> _Provided records_
::::::::::

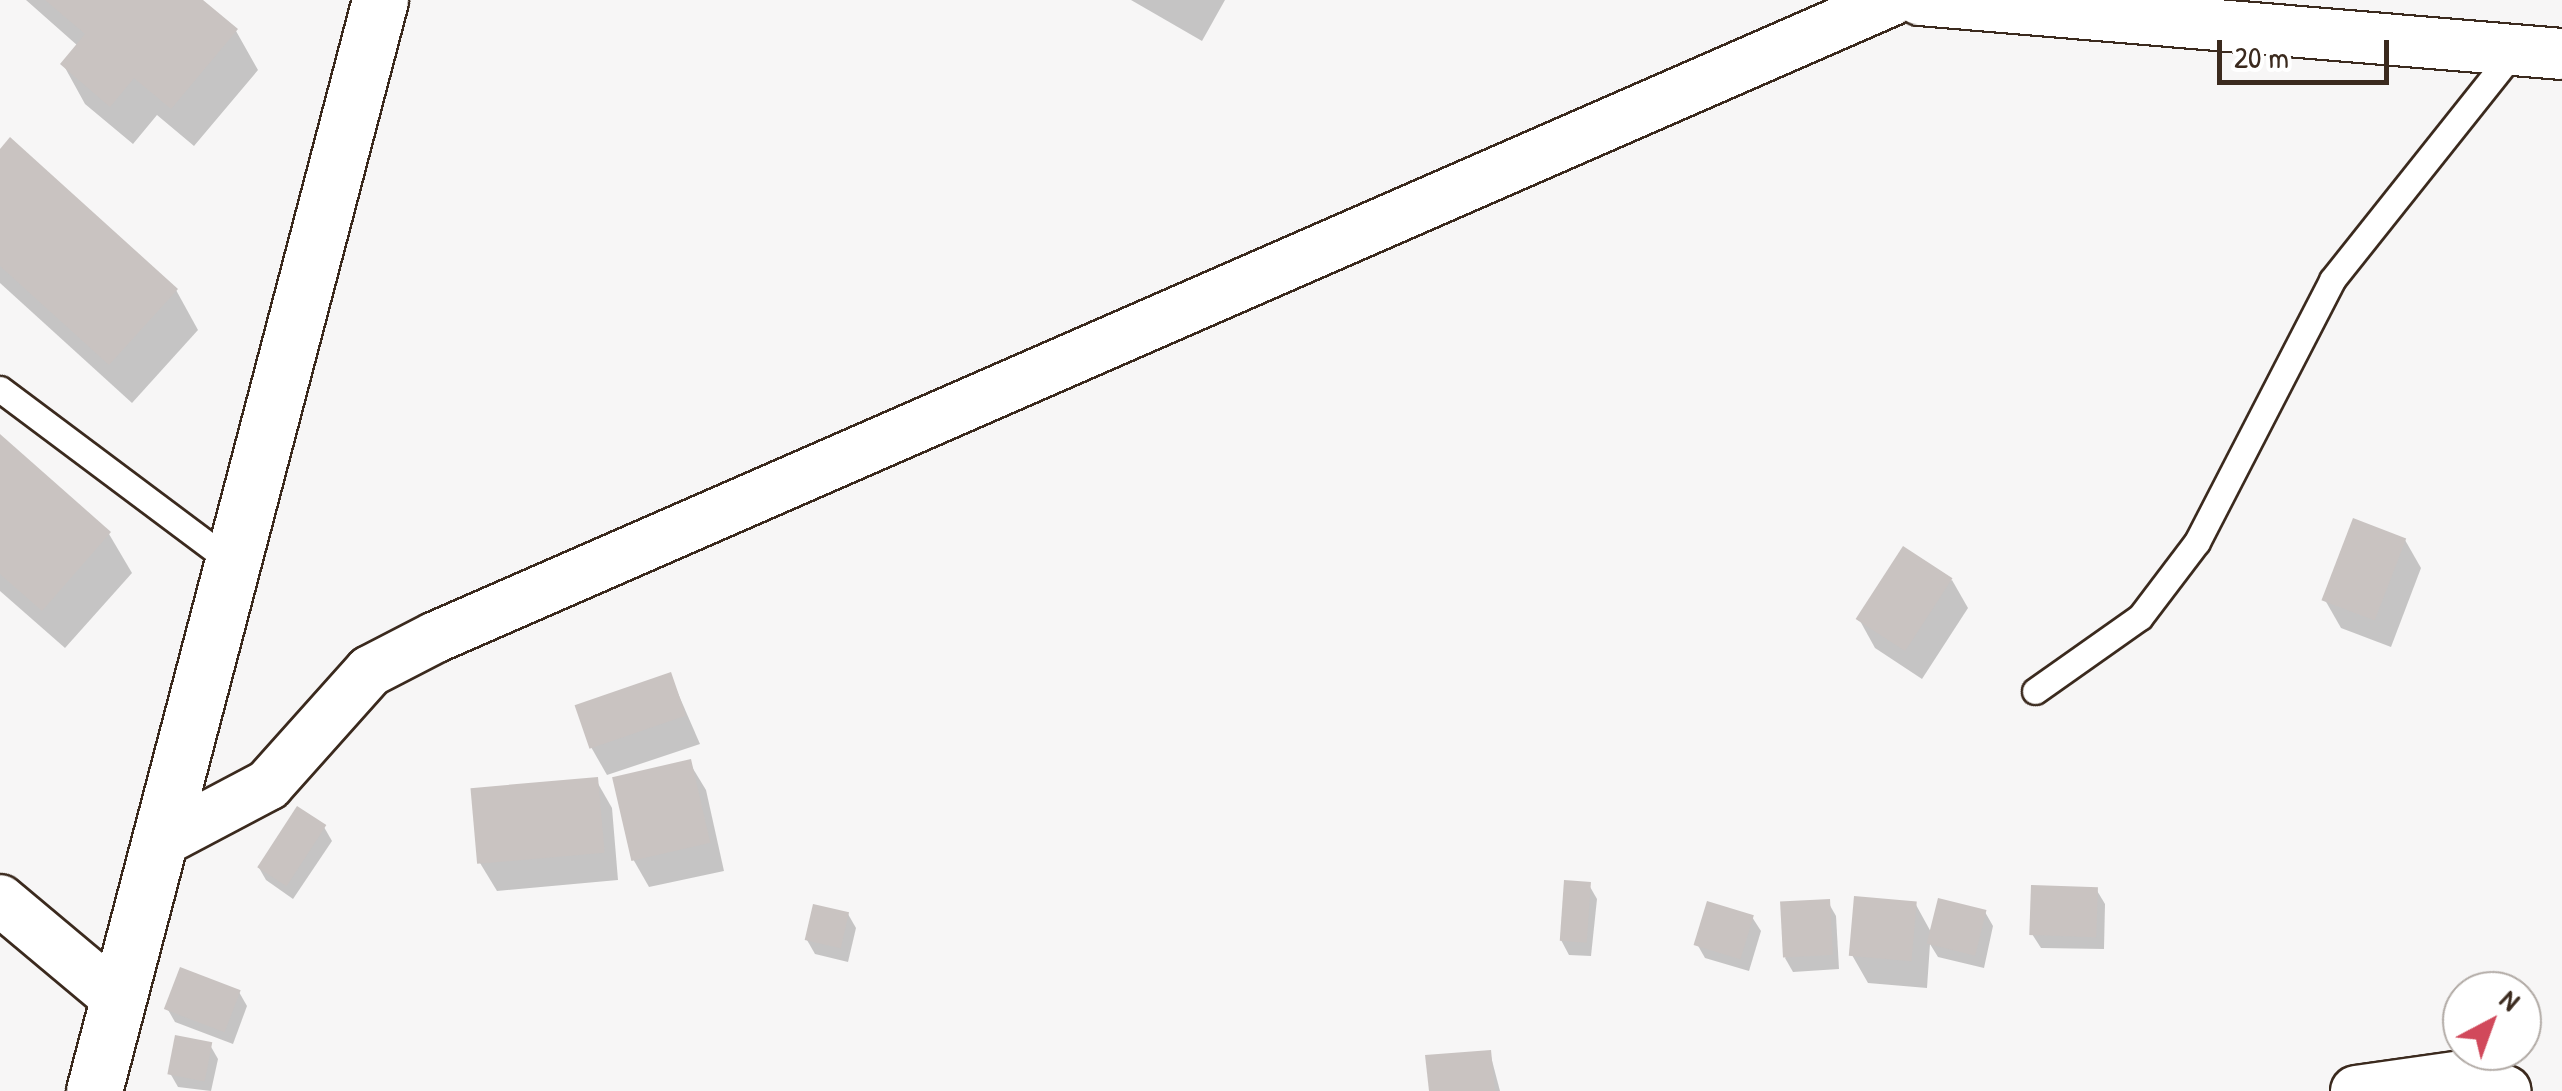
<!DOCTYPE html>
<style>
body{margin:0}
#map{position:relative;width:2562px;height:1091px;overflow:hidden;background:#f7f6f6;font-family:"Patrick Hand",sans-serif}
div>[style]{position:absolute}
.shadow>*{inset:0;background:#0003}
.building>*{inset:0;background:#c9c3c1;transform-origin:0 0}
.roads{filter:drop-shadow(2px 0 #3b2a1e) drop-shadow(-2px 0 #3b2a1e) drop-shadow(0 2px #3b2a1e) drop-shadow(0 -2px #3b2a1e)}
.lane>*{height:25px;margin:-12.5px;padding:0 12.5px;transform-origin:12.5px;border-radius:12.5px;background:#fff}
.street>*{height:50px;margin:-25px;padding:0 25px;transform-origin:25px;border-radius:25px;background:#fff}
.secondary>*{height:55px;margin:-27.5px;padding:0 27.5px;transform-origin:27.5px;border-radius:27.5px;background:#fff}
span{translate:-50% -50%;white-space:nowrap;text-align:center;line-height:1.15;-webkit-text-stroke:8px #fff;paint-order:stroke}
.north{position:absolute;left:2442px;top:971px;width:100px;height:100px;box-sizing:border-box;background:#fff;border:2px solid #b1aaa5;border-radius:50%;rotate:41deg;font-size:28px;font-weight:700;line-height:40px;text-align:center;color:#3b2a1e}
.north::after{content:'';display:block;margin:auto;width:35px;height:45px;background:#d1495b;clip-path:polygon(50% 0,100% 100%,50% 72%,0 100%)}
.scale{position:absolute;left:2217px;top:40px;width:172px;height:45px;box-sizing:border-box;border:5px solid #3b2a1e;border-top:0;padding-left:12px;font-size:30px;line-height:35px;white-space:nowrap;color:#3b2a1e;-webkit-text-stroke:8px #fff;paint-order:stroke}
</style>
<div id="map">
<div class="shadow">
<i style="clip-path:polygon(26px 0,199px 0,236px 31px,258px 70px,194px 146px,157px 115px,133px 144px,85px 104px,63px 64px,78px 46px)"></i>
<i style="clip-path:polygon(1131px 0,1225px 0,1202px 41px)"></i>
<i style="clip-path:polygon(0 152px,176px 290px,198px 330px,132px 403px,0 283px)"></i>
<i style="clip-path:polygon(0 438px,109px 534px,132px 573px,65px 648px,0 591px)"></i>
<i style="clip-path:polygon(2405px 540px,2421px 568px,2391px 647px,2341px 628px,2325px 600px)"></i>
<i style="clip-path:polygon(1952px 580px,1968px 608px,1922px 679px,1875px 648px,1859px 619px)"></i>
<i style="clip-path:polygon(670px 675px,700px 744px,607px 775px,591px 747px)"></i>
<i style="clip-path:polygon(689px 762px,706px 790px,724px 871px,649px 887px,633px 859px)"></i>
<i style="clip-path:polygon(596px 780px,612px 808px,618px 880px,497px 891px,480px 863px)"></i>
<i style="clip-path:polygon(324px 827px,332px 841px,293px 899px,266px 880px,258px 866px)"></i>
<i style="clip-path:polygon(1589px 885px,1597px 899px,1591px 956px,1569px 955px,1561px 940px)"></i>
<i style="clip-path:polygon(2096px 889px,2105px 904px,2104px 949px,2041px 948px,2032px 934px)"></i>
<i style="clip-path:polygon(1828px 902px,1836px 916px,1839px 969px,1793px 972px,1785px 958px)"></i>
<i style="clip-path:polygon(1915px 903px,1932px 934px,1985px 912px,1993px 926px,1984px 968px,1938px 957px,1930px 944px,1927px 988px,1868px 983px,1852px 955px)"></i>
<i style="clip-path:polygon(848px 914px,856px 928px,848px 962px,815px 954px,807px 940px)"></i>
<i style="clip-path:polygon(1752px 917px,1761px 931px,1749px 971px,1705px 958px,1697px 944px)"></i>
<i style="clip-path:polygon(239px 992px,247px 1006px,233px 1044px,175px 1022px,167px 1008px)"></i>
<i style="clip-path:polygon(210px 1045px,218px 1059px,211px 1091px,178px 1087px,170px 1073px)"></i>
<i style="clip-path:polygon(1490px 1053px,1500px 1091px,1431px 1091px)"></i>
</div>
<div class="building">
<i style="clip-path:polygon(45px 0,203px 0,238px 29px,171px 109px,134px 78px,110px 107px,60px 64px,85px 34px)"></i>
<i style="clip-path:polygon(10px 137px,178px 289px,109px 365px,0 266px,0 149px)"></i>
<i style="clip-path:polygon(0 434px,111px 532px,42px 611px,0 574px)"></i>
<i style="left:2353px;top:518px;width:57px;height:88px;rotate:21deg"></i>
<i style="left:1903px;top:546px;width:59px;height:87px;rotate:33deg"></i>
<i style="left:671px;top:672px;width:46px;height:102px;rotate:71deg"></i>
<i style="left:691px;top:759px;width:86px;height:81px;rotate:77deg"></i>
<i style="left:598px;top:777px;width:76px;height:128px;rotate:85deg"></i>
<i style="left:297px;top:806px;width:35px;height:73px;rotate:33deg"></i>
<i style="left:1564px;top:880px;width:27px;height:61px;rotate:4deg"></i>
<i style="left:2031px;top:885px;width:67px;height:50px;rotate:2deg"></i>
<i style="left:1854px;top:896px;width:63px;height:60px;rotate:5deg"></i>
<i style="left:1938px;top:898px;width:50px;height:47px;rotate:14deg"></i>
<i style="left:1830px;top:899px;width:56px;height:50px;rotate:87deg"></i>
<i style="left:1707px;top:901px;width:49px;height:46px;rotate:17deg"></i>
<i style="left:813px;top:904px;width:37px;height:37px;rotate:13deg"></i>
<i style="left:180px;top:967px;width:65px;height:45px;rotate:21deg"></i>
<i style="left:175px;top:1035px;width:38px;height:40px;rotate:11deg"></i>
<i style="clip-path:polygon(1491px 1050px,1495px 1091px,1429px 1091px,1425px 1055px)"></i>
</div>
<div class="roads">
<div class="lane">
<i style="left:0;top:389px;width:292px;rotate:36.8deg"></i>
<i style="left:2035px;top:691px;width:128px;rotate:-35.2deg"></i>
<i style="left:2140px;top:617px;width:94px;rotate:-52.8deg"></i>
<i style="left:2197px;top:542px;width:295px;rotate:-62.7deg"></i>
<i style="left:2332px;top:280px;width:293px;rotate:-51.5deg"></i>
</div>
<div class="street">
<i style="left:1920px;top:0;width:644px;rotate:4.81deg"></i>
<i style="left:164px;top:840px;width:118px;rotate:-27.9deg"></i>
<i style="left:268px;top:785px;width:153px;rotate:-48.2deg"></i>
<i style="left:370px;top:671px;width:74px;rotate:-27.3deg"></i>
<i style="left:436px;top:637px;width:1589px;rotate:-23.63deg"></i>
<i style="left:0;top:900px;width:155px;rotate:40deg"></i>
<i style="left:2356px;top:1091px;width:107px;rotate:-8.1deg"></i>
<i style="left:2462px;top:1076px;width:46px;rotate:18.8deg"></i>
</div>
<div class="secondary">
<i style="left:94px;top:1091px;width:1128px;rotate:-75.31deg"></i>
</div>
</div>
<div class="north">N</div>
<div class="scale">20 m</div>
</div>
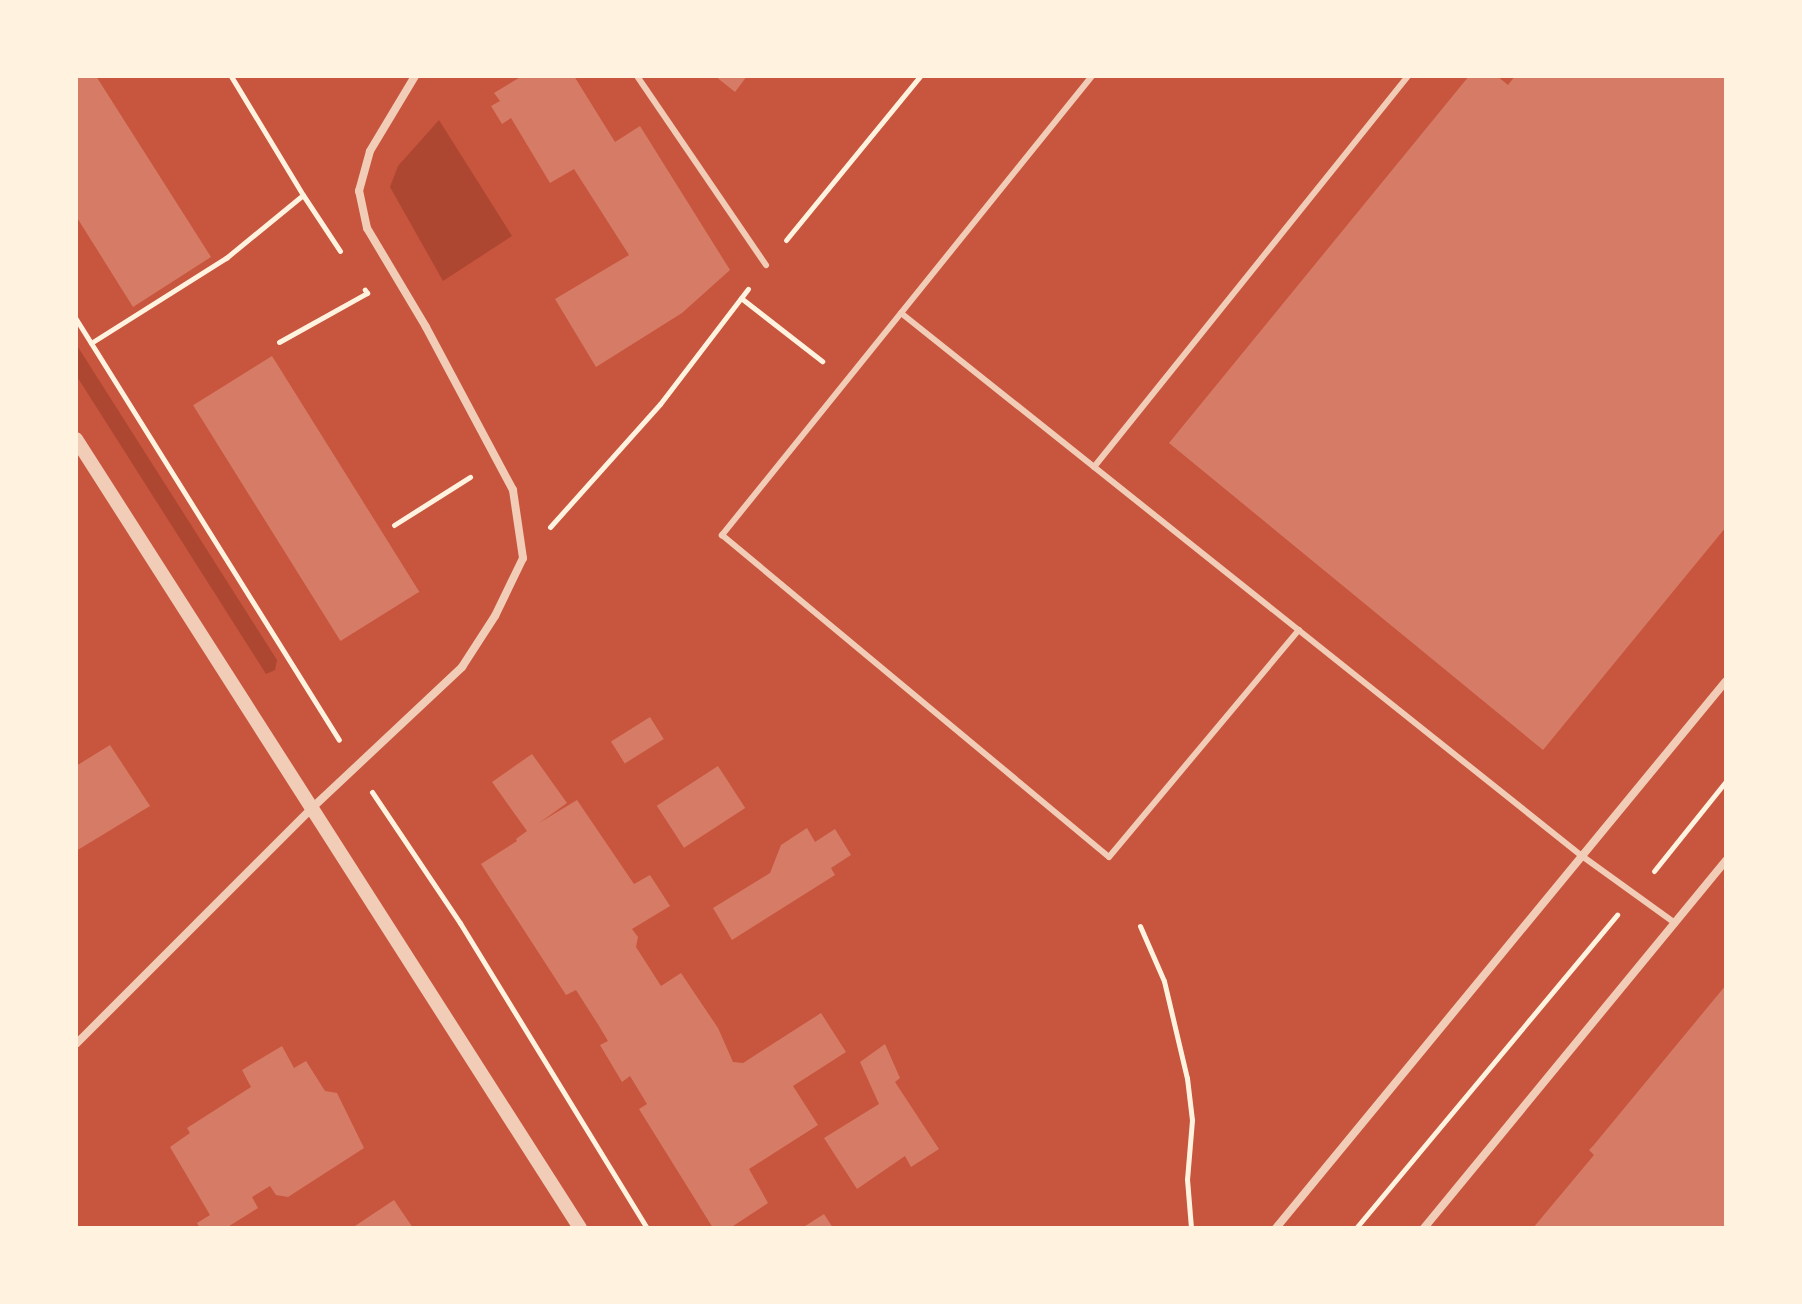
<!DOCTYPE html>
<style>
body{margin:0}
#map{position:relative;width:1802px;height:1304px;overflow:hidden;background:#c8553d;font-family:"Sofia Sans Condensed",sans-serif}
div>[style]{position:absolute}
.green>*{inset:0;background:#ae4732}
.building>*{inset:0;background:#d67c66;transform-origin:0 0}
.path>*{height:5px;margin:-2.5px;padding:0 2.5px;transform-origin:2.5px;border-radius:2.5px;background:#fff3e0}
.service>*{height:6px;margin:-3px;padding:0 3px;transform-origin:3px;border-radius:3px;background:#f1ccb7}
.minor>*{height:8px;margin:-4px;padding:0 4px;transform-origin:4px;border-radius:4px;background:#f1ccb7}
.tertiary>*{height:14px;margin:-7px;padding:0 7px;transform-origin:7px;border-radius:7px;background:#f1ccb7}
span{translate:-50% -50%;white-space:nowrap;text-align:center;line-height:1.15;-webkit-text-stroke:8px #fff3e0;paint-order:stroke}
.frame{position:absolute;inset:0;border:78px solid #fff3e0;pointer-events:none}
</style>
<div id="map">
<div class="green">
<div style="clip-path:polygon(439px 120px,512px 236px,443px 281px,390px 187px,398px 166px)"></div>
<div style="clip-path:polygon(76px 344px,277px 660px,275px 670px,266px 674px,76px 375px)"></div>
</div>
<div class="building">
<div style="clip-path:polygon(76px 76px,96px 76px,211px 257px,133px 307px,76px 216px)"></div>
<div style="clip-path:polygon(522px 76px,574px 76px,615px 142px,640px 126px,730px 270px,682px 313px,596px 367px,555px 299px,629px 255px,574px 169px,550px 183px,511px 118px,502px 124px,491px 106px,500px 101px,494px 93px)"></div>
<div style="clip-path:polygon(715px 76px,747px 76px,735px 92px)"></div>
<div style="clip-path:polygon(1469px 76px,1497px 76px,1508px 85px,1515px 76px,1726px 76px,1726px 527px,1543px 750px,1169px 443px)"></div>
<div style="left:272px;top:356px;width:278px;height:93px;rotate:58deg"></div>
<div style="left:650px;top:717px;width:26px;height:46px;rotate:58deg"></div>
<div style="clip-path:polygon(110px 745px,150px 806px,76px 851px,76px 766px)"></div>
<div style="clip-path:polygon(532px 754px,567px 803px,539px 823px,577px 800px,634px 884px,650px 875px,670px 906px,632px 929px,638px 937px,636px 947px,661px 986px,681px 973px,718px 1028px,733px 1062px,743px 1063px,821px 1013px,846px 1052px,793px 1086px,818px 1125px,749px 1169px,768px 1203px,730px 1228px,713px 1228px,639px 1109px,647px 1104px,630px 1076px,622px 1082px,600px 1045px,608px 1041px,599px 1026px,576px 990px,566px 995px,481px 864px,517px 841px,516px 839px,527px 831px,492px 782px)"></div>
<div style="left:718px;top:766px;width:50px;height:73px;rotate:57deg"></div>
<div style="clip-path:polygon(807px 828px,815px 842px,835px 829px,851px 855px,831px 868px,835px 875px,732px 940px,713px 908px,770px 873px,781px 845px)"></div>
<div style="clip-path:polygon(1726px 985px,1726px 1228px,1533px 1228px,1594px 1155px,1589px 1150px,1593px 1146px)"></div>
<div style="clip-path:polygon(885px 1044px,900px 1078px,895px 1082px,939px 1149px,911px 1167px,905px 1156px,857px 1189px,824px 1138px,879px 1104px,860px 1062px)"></div>
<div style="clip-path:polygon(282px 1046px,294px 1068px,306px 1061px,325px 1091px,337px 1093px,364px 1148px,288px 1197px,276px 1195px,270px 1186px,252px 1197px,258px 1208px,226px 1228px,200px 1228px,197px 1223px,210px 1215px,170px 1147px,190px 1133px,187px 1128px,251px 1087px,242px 1070px)"></div>
<div style="clip-path:polygon(394px 1200px,413px 1228px,352px 1228px)"></div>
<div style="clip-path:polygon(824px 1214px,833px 1228px,802px 1228px)"></div>
</div>
<div class="path">
<div style="left:303px;top:195px;width:67px;rotate:56.5deg"></div>
<div style="left:786px;top:240px;width:212px;rotate:-50.7deg"></div>
<div style="left:741px;top:298px;width:103px;rotate:37.9deg"></div>
<div style="left:76px;top:319px;width:496px;rotate:58deg"></div>
<div style="left:279px;top:342px;width:101px;rotate:-29.1deg"></div>
<div style="left:367px;top:293px;width:4px;rotate:-124deg"></div>
<div style="left:91px;top:343px;width:160px;rotate:-32.2deg"></div>
<div style="left:226px;top:258px;width:99px;rotate:-39.3deg"></div>
<div style="left:303px;top:195px;width:139px;rotate:-121.2deg"></div>
<div style="left:394px;top:525px;width:90px;rotate:-32.3deg"></div>
<div style="left:550px;top:527px;width:165px;rotate:-48.2deg"></div>
<div style="left:660px;top:404px;width:145px;rotate:-52.6deg"></div>
<div style="left:372px;top:792px;width:158px;rotate:56.1deg"></div>
<div style="left:460px;top:923px;width:358px;rotate:58.5deg"></div>
<div style="left:1654px;top:871px;width:115px;rotate:-51.3deg"></div>
<div style="left:1140px;top:926px;width:60px;rotate:66.4deg"></div>
<div style="left:1164px;top:981px;width:100px;rotate:76.7deg"></div>
<div style="left:1187px;top:1078px;width:42px;rotate:83.2deg"></div>
<div style="left:1192px;top:1120px;width:59px;rotate:94.8deg"></div>
<div style="left:1187px;top:1179px;width:49px;rotate:85.3deg"></div>
<div style="left:1356px;top:1228px;width:408px;rotate:-50.2deg"></div>
</div>
<div class="service">
<div style="left:637px;top:76px;width:229px;rotate:55.7deg"></div>
<div style="left:1092px;top:76px;width:590px;rotate:128.87deg"></div>
<div style="left:722px;top:535px;width:503px;rotate:39.76deg"></div>
<div style="left:1109px;top:857px;width:296px;rotate:-50.1deg"></div>
<div style="left:901px;top:313px;width:871px;rotate:38.57deg"></div>
<div style="left:1582px;top:856px;width:115px;rotate:35.8deg"></div>
<div style="left:1094px;top:467px;width:501px;rotate:-51.23deg"></div>
</div>
<div class="minor">
<div style="left:76px;top:1044px;width:334px;rotate:-45deg"></div>
<div style="left:312px;top:808px;width:206px;rotate:-43.2deg"></div>
<div style="left:462px;top:667px;width:61px;rotate:-57.1deg"></div>
<div style="left:495px;top:616px;width:64px;rotate:-64.2deg"></div>
<div style="left:523px;top:558px;width:69px;rotate:-98.4deg"></div>
<div style="left:513px;top:490px;width:185px;rotate:-118.1deg"></div>
<div style="left:426px;top:327px;width:115px;rotate:-120.8deg"></div>
<div style="left:367px;top:228px;width:38px;rotate:-102deg"></div>
<div style="left:359px;top:191px;width:41px;rotate:-74.6deg"></div>
<div style="left:370px;top:151px;width:87px;rotate:-59deg"></div>
<div style="left:1276px;top:1228px;width:708px;rotate:-50.56deg"></div>
<div style="left:1424px;top:1228px;width:476px;rotate:-50.6deg"></div>
</div>
<div class="tertiary">
<div style="left:76px;top:439px;width:936px;rotate:57.43deg"></div>
</div>
<div class="frame"></div>
</div>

::::::::::

> _Directions_
Find the word "lane" in the entries above. Copy every line that has it.

> _Written response_
.lane>*{height:25px;margin:-12.5px;padding:0 12.5px;transform-origin:12.5px;border-radius:12.5px;background:#fff}
<div class="lane">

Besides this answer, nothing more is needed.